#### Collected data
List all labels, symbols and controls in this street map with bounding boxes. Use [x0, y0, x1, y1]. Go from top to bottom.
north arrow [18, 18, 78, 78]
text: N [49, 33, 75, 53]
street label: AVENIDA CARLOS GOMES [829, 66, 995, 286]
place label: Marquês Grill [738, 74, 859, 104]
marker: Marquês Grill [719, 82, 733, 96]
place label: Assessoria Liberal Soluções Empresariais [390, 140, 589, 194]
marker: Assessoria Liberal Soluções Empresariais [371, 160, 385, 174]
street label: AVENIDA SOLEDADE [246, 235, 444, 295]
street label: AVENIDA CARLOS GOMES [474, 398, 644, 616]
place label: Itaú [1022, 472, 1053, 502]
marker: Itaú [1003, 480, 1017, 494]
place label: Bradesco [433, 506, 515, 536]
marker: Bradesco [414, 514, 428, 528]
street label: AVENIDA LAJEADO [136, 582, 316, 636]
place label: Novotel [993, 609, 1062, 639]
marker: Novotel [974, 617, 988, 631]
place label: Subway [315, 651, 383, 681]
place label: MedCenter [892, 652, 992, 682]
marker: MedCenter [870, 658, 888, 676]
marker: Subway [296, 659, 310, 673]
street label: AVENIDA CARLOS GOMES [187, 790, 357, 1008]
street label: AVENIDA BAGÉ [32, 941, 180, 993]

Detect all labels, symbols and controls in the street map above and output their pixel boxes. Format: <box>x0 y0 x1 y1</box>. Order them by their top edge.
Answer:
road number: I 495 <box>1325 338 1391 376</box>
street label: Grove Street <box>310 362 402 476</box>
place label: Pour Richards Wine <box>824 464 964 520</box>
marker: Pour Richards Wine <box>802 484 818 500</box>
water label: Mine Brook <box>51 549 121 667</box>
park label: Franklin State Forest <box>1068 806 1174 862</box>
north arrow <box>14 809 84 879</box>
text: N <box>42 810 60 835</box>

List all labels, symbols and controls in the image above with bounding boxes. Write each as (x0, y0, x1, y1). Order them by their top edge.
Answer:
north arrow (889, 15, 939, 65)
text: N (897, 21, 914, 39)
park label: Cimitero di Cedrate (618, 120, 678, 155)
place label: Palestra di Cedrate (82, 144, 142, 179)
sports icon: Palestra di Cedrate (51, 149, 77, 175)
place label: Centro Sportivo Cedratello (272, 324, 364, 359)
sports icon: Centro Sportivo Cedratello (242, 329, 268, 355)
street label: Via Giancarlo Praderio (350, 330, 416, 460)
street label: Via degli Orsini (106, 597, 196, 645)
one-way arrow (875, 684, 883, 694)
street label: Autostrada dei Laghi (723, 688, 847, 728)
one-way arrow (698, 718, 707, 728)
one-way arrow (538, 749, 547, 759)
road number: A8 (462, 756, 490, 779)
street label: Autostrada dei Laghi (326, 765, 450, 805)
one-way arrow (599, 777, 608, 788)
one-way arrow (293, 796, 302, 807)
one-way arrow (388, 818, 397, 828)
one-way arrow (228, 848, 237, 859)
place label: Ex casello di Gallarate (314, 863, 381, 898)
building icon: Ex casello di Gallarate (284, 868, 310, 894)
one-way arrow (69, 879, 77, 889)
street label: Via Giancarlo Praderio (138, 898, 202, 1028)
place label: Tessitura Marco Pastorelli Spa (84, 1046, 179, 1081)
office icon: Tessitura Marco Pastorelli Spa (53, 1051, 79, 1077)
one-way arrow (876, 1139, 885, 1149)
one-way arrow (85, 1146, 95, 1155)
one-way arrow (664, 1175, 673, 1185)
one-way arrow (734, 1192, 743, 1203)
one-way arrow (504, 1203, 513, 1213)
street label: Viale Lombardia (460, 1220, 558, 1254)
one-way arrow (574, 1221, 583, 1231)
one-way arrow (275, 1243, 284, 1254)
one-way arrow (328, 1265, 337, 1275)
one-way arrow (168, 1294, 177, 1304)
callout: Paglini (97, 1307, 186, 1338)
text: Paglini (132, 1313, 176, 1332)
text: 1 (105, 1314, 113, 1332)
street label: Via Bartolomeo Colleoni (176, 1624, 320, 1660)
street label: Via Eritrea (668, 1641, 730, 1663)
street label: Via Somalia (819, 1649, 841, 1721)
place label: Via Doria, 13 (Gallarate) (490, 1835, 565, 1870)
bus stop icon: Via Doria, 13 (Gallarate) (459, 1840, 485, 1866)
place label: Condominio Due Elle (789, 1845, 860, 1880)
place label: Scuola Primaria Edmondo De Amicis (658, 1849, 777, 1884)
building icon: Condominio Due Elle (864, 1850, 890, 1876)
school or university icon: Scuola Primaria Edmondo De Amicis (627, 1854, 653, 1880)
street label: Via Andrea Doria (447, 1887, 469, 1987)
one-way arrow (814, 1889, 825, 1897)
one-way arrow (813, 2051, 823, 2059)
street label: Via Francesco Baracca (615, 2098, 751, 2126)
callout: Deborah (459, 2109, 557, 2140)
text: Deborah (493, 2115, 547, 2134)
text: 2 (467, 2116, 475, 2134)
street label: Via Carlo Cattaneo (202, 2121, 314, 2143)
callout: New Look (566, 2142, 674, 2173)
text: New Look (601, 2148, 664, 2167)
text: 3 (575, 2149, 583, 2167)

#### WORK INSTRUCTIONS
Whenever a line includes the word "above", pull it out of the entries.

#### YOUR SOLUTION
Detect all labels, symbols and controls in the street map above and output their pixel boxes. Format: <box>x0 y0 x1 y1</box>. Order them by their top edge.
List all labels, symbols and controls in the image above with bounding boxes. Write each as (x0, y0, x1, y1). Order them by their top edge.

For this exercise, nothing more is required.